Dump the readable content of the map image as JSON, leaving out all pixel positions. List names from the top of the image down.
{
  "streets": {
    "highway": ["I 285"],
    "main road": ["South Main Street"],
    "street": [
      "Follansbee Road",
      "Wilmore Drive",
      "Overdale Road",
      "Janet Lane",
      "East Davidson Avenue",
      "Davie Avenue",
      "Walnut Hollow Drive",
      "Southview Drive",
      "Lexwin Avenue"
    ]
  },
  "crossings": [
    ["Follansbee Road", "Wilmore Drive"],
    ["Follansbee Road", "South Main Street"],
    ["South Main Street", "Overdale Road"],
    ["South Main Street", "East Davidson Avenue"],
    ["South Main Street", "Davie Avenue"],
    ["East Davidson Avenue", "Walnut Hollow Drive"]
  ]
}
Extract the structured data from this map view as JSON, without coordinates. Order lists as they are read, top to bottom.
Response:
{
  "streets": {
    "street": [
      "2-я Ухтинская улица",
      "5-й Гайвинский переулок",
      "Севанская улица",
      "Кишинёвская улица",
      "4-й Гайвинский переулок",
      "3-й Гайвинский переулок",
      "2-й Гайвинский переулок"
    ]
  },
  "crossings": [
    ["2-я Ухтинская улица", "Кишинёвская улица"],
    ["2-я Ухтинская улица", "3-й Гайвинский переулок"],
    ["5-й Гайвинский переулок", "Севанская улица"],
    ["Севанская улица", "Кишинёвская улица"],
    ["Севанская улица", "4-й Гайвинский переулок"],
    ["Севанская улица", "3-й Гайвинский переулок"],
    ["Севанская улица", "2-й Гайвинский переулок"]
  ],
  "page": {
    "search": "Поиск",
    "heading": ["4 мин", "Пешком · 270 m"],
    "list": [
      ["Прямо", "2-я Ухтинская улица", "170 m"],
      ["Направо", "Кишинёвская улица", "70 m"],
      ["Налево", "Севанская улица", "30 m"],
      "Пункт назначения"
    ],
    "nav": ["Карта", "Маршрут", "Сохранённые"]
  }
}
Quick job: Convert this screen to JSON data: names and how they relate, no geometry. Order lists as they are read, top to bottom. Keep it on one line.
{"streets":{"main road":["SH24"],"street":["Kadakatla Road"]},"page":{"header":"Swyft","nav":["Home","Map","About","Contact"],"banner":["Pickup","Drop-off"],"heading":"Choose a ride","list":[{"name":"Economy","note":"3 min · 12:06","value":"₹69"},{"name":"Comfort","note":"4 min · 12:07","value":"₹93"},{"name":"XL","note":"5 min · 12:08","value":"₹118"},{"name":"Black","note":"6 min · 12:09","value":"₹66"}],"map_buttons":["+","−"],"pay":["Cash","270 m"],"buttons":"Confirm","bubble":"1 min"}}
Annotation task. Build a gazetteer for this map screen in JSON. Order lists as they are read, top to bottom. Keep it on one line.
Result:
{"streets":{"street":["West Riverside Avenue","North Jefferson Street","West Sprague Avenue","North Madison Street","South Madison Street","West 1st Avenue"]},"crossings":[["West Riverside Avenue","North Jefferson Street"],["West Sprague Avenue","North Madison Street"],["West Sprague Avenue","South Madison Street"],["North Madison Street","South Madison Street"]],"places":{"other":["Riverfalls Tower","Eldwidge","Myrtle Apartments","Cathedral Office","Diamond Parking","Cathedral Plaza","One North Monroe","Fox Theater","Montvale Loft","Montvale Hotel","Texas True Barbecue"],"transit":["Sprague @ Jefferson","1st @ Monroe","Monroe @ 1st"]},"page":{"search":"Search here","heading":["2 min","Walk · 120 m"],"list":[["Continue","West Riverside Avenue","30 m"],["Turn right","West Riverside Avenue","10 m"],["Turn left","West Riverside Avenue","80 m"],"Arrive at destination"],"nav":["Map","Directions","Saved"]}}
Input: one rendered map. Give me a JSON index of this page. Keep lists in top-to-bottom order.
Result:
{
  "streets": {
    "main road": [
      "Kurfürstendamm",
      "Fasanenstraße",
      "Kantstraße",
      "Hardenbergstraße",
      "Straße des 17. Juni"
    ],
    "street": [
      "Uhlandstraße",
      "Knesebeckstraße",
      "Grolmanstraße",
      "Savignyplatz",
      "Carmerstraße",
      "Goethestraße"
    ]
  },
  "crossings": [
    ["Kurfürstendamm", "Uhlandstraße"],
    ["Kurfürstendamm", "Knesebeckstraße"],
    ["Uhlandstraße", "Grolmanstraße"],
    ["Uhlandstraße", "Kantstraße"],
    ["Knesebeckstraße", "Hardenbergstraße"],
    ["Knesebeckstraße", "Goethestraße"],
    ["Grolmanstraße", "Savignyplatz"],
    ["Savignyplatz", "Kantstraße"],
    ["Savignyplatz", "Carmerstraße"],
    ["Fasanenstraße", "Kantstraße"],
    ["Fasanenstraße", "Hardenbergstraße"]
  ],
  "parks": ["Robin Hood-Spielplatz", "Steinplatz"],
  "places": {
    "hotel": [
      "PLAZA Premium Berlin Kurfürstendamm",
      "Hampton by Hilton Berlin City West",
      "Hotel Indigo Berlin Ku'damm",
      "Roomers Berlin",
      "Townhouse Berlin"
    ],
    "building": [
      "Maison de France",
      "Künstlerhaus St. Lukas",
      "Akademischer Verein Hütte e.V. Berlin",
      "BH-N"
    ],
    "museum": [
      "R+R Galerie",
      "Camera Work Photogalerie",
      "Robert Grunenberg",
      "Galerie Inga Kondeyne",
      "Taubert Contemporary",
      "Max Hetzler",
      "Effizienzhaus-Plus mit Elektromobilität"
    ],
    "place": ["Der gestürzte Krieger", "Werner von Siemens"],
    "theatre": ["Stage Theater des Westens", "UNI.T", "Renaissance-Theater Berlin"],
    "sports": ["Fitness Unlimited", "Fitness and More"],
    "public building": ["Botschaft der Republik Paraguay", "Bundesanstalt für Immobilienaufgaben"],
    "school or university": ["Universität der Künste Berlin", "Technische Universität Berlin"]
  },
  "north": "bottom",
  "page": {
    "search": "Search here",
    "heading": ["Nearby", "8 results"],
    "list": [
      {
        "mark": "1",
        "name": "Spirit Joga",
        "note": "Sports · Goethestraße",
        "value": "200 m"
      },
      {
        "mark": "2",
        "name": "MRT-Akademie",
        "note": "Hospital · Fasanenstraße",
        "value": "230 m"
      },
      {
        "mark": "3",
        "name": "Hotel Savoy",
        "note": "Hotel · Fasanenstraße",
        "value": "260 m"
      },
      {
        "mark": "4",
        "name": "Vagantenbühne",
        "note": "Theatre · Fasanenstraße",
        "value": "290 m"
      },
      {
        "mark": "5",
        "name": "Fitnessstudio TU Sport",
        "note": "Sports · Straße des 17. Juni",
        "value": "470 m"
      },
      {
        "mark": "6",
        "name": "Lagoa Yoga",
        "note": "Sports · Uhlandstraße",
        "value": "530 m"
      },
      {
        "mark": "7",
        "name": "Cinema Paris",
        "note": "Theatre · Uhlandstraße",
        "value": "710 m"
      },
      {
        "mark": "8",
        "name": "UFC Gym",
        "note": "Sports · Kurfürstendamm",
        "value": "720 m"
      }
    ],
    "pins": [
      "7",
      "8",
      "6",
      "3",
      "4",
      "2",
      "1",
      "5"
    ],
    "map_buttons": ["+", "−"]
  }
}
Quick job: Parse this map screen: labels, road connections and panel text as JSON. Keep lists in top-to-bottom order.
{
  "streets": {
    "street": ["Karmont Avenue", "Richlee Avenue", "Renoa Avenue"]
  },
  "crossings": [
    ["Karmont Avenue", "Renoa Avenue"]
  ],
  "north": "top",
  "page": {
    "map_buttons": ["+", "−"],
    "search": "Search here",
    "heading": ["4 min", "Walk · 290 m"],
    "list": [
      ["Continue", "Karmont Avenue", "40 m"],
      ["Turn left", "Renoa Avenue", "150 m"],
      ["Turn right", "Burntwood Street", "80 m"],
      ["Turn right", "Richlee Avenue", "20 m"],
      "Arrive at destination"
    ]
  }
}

What you need to do. What lines in the listing contain "Kantstraße"? Copy them all.

Expected answer.
      "Kantstraße",
    ["Uhlandstraße", "Kantstraße"],
    ["Savignyplatz", "Kantstraße"],
    ["Fasanenstraße", "Kantstraße"],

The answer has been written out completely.